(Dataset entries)
= = = =
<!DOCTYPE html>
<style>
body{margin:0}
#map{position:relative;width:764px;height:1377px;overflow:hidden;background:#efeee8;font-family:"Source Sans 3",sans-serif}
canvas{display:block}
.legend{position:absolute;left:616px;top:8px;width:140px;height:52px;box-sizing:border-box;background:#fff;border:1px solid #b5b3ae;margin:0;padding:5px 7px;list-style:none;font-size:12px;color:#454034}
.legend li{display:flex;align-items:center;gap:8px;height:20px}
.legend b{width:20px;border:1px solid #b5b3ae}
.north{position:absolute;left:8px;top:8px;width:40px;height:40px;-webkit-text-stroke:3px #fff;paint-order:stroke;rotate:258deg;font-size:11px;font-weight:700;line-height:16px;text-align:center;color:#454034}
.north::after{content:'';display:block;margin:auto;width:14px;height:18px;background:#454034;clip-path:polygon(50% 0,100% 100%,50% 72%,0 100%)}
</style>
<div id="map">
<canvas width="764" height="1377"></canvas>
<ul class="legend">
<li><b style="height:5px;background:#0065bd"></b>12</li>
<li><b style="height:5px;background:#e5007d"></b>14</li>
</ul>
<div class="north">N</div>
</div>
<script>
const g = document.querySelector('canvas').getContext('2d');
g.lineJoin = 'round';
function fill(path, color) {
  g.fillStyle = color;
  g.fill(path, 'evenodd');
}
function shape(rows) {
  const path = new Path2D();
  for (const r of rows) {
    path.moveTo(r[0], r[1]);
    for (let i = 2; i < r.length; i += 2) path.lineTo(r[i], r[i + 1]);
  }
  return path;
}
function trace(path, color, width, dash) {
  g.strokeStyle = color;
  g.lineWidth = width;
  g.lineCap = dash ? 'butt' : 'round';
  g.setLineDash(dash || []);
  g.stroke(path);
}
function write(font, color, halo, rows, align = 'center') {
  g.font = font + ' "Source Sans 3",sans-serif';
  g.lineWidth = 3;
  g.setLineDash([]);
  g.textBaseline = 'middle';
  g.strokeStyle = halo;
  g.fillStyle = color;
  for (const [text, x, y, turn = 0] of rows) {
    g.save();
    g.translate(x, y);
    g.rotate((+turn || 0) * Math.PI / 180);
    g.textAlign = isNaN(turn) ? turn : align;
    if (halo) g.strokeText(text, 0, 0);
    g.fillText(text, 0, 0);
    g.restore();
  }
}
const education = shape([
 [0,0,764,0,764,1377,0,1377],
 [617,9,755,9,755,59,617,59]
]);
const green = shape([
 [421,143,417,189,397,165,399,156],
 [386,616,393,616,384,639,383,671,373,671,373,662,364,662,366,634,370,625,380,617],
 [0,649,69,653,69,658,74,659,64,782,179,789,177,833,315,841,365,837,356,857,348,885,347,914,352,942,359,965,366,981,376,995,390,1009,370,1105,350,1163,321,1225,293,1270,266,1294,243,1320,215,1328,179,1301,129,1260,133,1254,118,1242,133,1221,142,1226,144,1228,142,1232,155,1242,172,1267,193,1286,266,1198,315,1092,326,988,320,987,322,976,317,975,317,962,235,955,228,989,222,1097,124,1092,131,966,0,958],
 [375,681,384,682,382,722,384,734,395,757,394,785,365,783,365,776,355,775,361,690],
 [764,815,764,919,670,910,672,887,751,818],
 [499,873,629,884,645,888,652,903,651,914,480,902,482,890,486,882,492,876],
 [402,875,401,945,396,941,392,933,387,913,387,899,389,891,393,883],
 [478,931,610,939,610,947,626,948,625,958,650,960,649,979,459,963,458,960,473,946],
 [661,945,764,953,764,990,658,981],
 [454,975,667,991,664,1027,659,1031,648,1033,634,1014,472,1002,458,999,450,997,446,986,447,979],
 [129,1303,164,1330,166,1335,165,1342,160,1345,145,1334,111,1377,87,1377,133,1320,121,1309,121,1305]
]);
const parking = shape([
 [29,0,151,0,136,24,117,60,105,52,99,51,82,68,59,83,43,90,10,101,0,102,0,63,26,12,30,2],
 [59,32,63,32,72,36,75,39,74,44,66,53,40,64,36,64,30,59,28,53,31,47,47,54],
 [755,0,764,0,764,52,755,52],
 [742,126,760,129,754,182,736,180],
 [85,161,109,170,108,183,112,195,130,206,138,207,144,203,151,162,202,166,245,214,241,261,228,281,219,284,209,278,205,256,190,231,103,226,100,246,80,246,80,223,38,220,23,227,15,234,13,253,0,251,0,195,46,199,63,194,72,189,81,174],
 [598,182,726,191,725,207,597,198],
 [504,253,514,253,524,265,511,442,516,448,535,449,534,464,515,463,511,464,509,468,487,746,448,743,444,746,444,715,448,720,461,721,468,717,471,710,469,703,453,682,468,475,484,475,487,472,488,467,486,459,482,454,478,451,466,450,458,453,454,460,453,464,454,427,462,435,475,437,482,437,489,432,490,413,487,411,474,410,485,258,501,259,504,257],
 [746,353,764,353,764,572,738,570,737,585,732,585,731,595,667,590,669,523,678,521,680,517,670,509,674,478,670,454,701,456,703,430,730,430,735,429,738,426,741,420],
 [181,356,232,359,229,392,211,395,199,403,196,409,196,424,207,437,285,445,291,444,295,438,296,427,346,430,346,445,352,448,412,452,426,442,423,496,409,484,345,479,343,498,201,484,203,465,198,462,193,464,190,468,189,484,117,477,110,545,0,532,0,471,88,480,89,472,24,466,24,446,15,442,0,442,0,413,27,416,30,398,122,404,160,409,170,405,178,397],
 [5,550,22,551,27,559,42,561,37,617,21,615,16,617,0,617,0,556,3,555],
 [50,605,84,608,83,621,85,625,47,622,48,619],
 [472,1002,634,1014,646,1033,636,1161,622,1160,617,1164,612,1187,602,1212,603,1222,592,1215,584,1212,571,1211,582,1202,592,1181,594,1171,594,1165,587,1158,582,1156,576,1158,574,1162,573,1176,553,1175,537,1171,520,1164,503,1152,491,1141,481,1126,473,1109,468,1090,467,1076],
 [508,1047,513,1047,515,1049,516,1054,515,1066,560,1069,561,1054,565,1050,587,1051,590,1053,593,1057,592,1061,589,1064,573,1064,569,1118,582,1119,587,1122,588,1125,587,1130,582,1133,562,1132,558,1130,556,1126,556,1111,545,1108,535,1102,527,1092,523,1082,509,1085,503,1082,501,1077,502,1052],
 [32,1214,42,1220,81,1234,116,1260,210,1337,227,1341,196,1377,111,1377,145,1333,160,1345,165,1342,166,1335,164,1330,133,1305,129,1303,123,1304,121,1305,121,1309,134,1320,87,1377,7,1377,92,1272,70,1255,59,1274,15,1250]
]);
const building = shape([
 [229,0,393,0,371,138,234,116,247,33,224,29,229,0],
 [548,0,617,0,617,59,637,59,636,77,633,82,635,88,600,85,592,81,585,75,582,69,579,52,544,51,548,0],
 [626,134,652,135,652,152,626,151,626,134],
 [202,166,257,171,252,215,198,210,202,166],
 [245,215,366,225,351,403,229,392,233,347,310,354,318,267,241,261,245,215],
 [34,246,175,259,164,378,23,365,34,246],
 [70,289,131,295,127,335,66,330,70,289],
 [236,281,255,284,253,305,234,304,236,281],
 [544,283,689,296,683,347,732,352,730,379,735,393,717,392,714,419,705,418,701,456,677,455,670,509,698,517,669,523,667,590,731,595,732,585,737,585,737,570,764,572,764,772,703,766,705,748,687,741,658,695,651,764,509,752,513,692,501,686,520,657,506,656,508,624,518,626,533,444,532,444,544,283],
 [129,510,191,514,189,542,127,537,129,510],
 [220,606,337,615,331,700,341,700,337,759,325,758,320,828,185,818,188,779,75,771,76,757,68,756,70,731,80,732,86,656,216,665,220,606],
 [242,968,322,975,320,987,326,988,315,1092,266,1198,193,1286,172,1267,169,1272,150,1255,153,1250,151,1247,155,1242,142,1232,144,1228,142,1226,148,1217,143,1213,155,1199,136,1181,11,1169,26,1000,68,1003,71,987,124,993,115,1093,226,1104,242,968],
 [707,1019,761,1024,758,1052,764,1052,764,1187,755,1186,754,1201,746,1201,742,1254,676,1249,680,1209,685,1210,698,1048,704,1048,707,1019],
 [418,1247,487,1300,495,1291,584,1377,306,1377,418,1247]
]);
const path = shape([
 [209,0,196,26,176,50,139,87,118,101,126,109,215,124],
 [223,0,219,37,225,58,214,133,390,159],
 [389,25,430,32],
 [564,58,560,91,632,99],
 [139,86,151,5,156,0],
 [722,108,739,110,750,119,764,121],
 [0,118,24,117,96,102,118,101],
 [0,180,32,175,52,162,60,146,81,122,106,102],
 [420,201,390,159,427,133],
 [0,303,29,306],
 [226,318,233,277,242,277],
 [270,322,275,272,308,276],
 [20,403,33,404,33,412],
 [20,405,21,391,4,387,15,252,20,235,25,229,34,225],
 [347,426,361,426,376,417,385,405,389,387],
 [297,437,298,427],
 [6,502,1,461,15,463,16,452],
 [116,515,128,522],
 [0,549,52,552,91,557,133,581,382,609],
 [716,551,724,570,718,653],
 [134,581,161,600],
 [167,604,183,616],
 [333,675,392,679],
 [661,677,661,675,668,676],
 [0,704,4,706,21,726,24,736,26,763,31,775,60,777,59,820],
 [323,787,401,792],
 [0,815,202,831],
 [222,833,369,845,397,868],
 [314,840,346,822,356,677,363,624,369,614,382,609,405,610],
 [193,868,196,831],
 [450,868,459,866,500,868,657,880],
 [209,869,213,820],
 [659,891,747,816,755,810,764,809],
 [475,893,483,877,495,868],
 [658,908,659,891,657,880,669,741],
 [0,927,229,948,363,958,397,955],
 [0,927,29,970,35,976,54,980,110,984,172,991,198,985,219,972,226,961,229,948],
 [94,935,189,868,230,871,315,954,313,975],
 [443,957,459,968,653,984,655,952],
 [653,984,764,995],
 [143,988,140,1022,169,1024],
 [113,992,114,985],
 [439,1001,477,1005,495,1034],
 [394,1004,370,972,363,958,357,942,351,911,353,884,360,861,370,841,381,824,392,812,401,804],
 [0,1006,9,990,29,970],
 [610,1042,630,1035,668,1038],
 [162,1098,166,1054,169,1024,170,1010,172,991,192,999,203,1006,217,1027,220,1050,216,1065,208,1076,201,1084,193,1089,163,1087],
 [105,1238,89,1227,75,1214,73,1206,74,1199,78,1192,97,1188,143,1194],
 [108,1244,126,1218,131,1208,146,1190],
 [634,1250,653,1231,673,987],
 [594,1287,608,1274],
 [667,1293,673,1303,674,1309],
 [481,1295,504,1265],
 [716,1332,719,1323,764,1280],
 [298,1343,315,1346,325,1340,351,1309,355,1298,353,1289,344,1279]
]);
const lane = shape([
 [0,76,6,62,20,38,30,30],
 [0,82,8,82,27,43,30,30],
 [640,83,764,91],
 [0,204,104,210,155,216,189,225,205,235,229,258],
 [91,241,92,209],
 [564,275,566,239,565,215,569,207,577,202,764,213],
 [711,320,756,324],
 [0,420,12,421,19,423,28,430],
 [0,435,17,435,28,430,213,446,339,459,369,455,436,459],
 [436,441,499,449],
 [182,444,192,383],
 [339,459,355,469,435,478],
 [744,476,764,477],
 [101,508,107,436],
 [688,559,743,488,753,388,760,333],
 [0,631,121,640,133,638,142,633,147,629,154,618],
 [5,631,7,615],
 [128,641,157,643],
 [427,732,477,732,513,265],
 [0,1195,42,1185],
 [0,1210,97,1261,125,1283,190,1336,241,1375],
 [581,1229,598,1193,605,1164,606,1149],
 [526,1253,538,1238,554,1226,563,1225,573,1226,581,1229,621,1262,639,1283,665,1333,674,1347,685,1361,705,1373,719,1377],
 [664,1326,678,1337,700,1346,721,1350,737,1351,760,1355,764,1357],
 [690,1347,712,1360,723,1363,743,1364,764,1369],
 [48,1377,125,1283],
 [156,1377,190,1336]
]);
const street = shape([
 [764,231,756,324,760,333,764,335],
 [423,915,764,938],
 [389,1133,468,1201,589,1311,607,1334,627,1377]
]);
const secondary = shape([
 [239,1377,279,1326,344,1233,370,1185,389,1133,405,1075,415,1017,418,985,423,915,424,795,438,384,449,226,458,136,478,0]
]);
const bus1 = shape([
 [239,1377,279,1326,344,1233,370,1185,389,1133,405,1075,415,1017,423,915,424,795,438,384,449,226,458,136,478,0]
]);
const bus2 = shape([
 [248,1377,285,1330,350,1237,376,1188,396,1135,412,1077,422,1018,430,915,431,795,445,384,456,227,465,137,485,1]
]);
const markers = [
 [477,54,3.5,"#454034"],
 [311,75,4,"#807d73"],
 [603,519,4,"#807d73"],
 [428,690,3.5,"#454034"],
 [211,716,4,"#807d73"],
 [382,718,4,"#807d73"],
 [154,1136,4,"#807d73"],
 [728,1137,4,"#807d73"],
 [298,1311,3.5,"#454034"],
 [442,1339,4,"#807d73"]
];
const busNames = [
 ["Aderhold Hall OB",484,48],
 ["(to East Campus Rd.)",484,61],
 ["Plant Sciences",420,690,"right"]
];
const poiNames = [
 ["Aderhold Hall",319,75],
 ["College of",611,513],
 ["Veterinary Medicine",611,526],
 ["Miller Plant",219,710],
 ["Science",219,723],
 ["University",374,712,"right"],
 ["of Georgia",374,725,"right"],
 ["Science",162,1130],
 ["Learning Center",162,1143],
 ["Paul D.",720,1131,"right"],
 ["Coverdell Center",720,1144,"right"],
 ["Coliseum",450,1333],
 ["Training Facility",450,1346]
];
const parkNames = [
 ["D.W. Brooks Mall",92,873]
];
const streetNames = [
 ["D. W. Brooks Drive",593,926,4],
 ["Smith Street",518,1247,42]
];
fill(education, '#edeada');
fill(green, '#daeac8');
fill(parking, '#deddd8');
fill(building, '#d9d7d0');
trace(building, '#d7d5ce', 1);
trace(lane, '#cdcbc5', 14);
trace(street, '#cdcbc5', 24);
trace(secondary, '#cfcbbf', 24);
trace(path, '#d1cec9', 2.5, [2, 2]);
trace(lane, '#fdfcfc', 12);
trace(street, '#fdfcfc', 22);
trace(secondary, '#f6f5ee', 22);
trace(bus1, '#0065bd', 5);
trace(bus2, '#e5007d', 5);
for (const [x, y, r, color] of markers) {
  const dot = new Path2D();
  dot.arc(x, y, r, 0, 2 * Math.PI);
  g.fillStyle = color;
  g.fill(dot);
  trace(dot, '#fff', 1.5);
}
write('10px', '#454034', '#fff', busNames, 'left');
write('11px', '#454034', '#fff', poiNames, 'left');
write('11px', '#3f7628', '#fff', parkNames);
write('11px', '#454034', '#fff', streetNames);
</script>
= = = =
Find every line above where the word "strokeStyle" occurs, and copy that line.

**Reply**
  g.strokeStyle = color;
  g.strokeStyle = halo;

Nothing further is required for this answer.